■ Task requirements: Gather, from the data below, each line in which the word "lane" occurs.

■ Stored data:

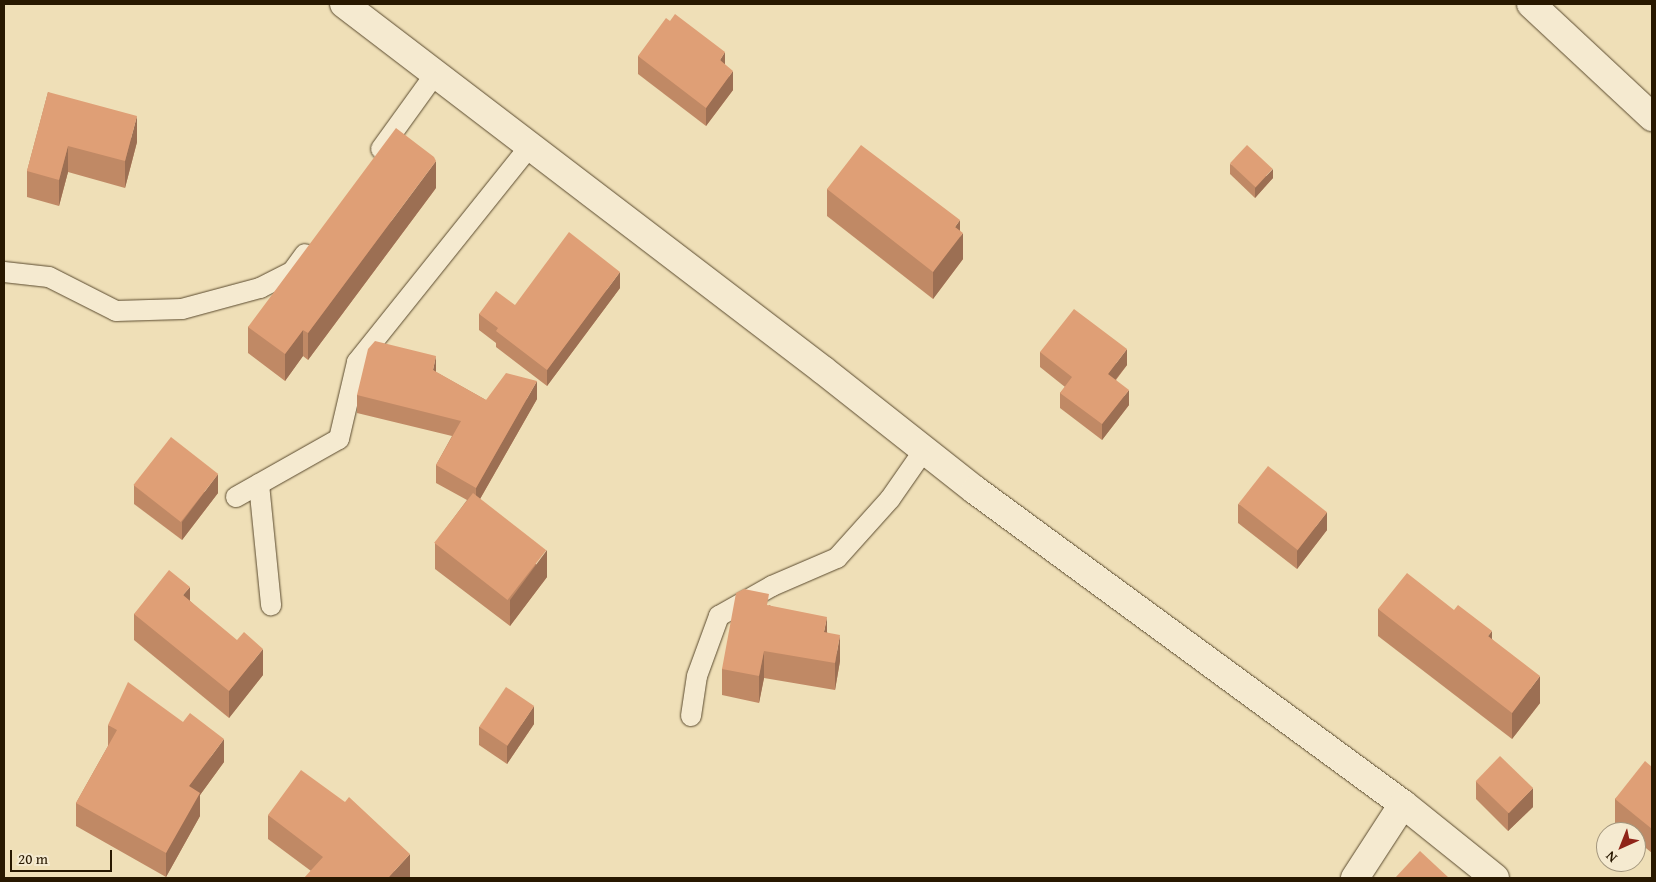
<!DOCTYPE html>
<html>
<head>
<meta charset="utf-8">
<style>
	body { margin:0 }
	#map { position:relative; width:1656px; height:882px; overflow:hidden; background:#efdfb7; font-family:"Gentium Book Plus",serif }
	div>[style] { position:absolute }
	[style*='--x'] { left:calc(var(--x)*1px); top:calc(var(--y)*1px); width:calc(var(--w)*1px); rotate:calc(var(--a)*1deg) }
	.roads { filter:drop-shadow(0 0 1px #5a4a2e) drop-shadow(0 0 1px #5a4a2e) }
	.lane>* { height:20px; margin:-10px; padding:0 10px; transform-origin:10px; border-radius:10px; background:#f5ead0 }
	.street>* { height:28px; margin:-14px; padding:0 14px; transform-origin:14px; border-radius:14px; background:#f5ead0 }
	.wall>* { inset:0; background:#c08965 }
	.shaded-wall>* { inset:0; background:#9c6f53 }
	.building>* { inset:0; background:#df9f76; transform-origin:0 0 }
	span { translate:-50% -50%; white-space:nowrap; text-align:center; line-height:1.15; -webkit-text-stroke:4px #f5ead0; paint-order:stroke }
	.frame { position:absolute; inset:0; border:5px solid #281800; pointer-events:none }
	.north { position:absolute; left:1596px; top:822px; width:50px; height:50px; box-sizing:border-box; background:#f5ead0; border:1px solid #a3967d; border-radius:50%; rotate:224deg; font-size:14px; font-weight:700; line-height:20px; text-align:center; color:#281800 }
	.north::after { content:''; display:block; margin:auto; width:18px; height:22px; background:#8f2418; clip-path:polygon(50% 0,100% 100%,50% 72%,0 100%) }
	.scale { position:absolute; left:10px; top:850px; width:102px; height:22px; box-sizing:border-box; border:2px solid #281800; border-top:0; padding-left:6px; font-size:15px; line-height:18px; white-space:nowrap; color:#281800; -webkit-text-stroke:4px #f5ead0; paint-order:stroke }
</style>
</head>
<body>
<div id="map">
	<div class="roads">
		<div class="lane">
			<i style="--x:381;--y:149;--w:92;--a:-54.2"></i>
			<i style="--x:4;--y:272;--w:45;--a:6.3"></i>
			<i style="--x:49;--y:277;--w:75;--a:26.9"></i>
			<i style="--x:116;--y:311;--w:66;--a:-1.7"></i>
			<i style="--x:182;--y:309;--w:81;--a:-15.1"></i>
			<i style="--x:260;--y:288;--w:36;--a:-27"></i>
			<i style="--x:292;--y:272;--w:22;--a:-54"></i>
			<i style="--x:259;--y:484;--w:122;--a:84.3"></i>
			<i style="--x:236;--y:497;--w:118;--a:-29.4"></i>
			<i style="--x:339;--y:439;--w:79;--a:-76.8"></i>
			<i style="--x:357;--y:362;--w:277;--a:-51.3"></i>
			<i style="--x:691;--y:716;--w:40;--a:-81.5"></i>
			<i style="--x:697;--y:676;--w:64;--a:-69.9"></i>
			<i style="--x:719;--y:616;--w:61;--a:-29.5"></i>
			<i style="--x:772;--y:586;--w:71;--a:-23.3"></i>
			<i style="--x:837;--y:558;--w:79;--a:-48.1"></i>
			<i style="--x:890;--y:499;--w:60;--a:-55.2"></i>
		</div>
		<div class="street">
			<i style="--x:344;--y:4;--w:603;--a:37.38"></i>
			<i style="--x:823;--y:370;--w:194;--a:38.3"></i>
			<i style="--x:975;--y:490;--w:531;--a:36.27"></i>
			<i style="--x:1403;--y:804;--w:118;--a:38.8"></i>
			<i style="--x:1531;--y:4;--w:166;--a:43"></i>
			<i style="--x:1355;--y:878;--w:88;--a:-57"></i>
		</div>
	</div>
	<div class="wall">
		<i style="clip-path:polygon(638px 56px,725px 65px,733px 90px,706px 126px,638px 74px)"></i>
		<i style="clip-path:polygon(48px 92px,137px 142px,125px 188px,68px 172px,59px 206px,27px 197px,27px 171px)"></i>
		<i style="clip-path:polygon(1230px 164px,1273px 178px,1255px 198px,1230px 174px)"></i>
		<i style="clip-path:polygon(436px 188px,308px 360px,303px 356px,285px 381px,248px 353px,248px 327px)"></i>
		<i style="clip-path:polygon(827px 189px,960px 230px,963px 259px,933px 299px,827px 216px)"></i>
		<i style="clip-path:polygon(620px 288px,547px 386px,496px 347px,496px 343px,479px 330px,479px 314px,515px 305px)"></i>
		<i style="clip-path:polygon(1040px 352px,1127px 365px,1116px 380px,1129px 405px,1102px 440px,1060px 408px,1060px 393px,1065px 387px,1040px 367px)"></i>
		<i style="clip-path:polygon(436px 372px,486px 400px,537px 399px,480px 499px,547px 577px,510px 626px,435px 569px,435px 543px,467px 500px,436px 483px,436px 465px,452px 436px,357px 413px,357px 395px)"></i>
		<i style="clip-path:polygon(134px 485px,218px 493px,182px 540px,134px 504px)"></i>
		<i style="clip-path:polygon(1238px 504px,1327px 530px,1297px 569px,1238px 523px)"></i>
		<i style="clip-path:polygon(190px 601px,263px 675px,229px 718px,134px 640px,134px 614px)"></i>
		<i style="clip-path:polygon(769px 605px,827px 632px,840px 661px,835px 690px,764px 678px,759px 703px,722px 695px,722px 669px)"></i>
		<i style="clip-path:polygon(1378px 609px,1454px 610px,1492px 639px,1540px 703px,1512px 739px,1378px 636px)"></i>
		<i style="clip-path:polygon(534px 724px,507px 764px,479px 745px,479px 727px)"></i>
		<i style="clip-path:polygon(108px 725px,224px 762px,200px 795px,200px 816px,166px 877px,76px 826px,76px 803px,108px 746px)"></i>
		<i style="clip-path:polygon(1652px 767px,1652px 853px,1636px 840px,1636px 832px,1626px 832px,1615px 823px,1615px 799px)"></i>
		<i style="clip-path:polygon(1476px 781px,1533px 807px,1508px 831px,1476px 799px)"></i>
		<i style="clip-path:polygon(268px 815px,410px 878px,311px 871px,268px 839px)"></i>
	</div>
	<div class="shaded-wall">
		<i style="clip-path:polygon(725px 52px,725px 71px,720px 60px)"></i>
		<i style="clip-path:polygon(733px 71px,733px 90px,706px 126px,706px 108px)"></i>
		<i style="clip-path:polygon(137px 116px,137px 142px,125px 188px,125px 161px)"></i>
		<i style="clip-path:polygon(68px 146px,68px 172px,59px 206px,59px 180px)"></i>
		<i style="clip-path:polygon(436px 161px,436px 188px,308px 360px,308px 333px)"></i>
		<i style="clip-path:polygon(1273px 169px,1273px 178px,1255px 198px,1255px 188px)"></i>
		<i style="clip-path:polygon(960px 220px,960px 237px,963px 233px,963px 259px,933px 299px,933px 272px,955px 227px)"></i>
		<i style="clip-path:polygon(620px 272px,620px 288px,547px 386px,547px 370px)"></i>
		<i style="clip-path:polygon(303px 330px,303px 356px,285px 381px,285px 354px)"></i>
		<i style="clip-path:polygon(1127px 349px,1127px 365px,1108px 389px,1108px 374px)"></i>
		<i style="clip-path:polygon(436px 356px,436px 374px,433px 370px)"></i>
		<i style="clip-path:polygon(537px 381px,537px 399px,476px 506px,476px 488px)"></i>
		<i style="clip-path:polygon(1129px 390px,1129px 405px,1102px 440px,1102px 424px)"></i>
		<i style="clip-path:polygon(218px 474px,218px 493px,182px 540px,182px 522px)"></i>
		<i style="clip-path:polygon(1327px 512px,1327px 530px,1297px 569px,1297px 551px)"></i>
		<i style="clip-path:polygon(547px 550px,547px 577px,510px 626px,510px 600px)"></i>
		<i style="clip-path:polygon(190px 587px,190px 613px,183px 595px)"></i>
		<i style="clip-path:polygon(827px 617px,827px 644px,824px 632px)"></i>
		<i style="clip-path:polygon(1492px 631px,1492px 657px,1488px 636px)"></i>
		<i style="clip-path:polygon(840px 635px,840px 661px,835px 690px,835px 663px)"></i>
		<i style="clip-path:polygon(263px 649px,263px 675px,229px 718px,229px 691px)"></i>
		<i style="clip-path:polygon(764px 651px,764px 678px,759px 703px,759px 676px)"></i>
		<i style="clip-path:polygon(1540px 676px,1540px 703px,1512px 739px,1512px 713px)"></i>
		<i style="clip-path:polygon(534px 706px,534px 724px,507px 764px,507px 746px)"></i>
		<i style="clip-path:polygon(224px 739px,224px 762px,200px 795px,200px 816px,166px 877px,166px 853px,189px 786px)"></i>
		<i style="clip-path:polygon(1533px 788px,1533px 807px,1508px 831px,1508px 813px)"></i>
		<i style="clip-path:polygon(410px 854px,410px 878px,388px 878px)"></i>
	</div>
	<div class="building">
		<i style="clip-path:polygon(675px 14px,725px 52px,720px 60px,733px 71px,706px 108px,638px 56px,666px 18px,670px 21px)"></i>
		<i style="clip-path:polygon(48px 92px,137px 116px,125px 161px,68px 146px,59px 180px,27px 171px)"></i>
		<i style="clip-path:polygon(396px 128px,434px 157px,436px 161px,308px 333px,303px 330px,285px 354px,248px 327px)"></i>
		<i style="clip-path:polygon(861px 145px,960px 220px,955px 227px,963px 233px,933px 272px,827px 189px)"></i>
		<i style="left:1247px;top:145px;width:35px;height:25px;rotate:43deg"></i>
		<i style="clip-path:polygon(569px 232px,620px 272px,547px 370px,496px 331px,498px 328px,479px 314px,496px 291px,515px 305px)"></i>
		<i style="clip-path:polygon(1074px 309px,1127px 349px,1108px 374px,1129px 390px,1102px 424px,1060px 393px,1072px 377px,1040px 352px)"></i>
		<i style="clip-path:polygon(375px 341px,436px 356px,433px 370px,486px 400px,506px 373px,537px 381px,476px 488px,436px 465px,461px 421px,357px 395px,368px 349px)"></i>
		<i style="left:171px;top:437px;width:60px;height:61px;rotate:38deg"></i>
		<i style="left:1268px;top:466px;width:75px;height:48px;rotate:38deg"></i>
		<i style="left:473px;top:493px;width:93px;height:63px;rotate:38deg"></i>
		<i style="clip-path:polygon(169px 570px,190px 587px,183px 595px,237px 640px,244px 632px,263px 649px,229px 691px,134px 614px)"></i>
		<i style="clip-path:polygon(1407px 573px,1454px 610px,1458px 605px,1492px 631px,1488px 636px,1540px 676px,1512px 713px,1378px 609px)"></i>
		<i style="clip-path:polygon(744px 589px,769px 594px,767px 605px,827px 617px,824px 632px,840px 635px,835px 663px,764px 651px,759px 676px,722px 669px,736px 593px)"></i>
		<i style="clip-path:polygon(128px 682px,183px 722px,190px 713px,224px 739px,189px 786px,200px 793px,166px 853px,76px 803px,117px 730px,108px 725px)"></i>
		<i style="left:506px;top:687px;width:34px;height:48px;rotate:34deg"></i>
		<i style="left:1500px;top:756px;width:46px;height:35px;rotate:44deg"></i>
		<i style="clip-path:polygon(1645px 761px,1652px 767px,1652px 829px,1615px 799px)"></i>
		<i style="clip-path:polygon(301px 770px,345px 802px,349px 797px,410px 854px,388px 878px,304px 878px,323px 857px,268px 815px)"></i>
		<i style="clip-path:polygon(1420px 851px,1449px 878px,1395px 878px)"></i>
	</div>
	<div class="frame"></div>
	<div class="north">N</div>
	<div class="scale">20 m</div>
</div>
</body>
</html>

■ Answer area:
	.lane>* { height:20px; margin:-10px; padding:0 10px; transform-origin:10px; border-radius:10px; background:#f5ead0 }
		<div class="lane">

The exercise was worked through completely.